What I like about Greger was that he has his own #process. To execute on his process he uses a Dining by Traffic Light decision making tree. “Just as on the road, green means go, yellow means caution, and red means stop…”

“In this case, stop and think  before you put it in your mouth.” (pg 258)

This is somewhat similar to what I call being Macro Aware. Before you buy-the-damn-dip in Gold today, be aware that it A) may not be a dip and B) if the US economy Phase Transitions from #Quad3 in Q3 back to #Quad2 in Q4, I’m going to short Gold.

And yes, this is why I trigger people. I’m the guy who gets you out, because my process goes both ways.

Obviously if you are wed to one strict diet or “valuation” driven Asset Allocation, you’re going to miss owning and experiencing many things that will eventually give you (if you’re the type) FOMO. Imagine not being Long Commodities this whole way up?

We’ve been Short US Dollars & Long Commodities since June of 2020. Why would I change the discipline of that diet this morning? Oh, and what if the CPI “slows” sequentially (i.e. finally slows, for a month, from its most recent Cycle High) this morning?

A) That will UP the probability of the Dollar going down again (market will read it as the Fed Dovish = Down Dollar)… and
B) UP the probability that Commodities, priced in Dollars, will continue to inflate to new Cycle Highs

Since REAL GROWTH #slowed during #Quad3 in Q3 (our nowcast is currently at +5.88% year-over-year growth, down from the Cycle Peak of +12.18% during #Quad2 in Q2) and INFLATION #accelerated (our nowcast is currently at 4.95% year-over-year = new Cycle Highs):

A) It would only take 9 basis points of REAL GDP GROWTH #accelerating in Q4 vs. Q3 to deliver a #Quad2 in Q4… and
B) That would likely signal breakdowns in things (like Gold) that work in #Quad3 but don’t in #Quad2

It would also likely signal a Bearish to Bullish @Hedgeye TREND reversal to the upside in things like SMALL CAP (Russell 2000), HIGH BETA (Energy Stocks), and HIGH SHORT INTEREST.

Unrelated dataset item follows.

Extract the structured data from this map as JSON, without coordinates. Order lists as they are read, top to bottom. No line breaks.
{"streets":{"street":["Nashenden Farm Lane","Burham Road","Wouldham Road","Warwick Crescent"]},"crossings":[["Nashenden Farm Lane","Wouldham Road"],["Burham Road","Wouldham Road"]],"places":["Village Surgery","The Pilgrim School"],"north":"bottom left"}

And guess what… the beginnings of those Signals front-running The Quad Shift are already in motion…

So what do you do with that? Well I always say that watching me do what I do with my process might help. As an older man, I have a lot more patience than I’ve had in prior years of my career, mainly because I earned my patience (i.e. I don’t have a boss).

Here are 6 thoughts about moves I’ve been making and/or will make in my portfolios as the probability of a Quad Shift changes:

  1. I’ve avoided shorting the Russell (IWM)
  2. I’ve reduced my Asset Allocation to Gold on green days
  3. I will not buy-more Gold if today’s CPI slows and Gold breaks @Hedgeye TREND support of $1786/oz
  4. I’ll stay long everything that works in both #Quad3 and #Quad2 (QQQ, SPY, XLRE, XLI, etc.)
  5. I’ll probably sell the rest of my Utilities (XLU) at some point (sold a bunch higher at #Quad3 in Q3 Cycle Highs)
  6. I’ve avoided shorting the Financials (XLF) and will go long of them again in #Quad2 vs. Short Utes (XLU)

And if it’s another Cycle High for the CPI this morning, then I may or may not make different moves than what I just outlined. That’s the best part about not being addicted to a dogmatic diet. I can buy, sell, or eat whatever I want, when I want.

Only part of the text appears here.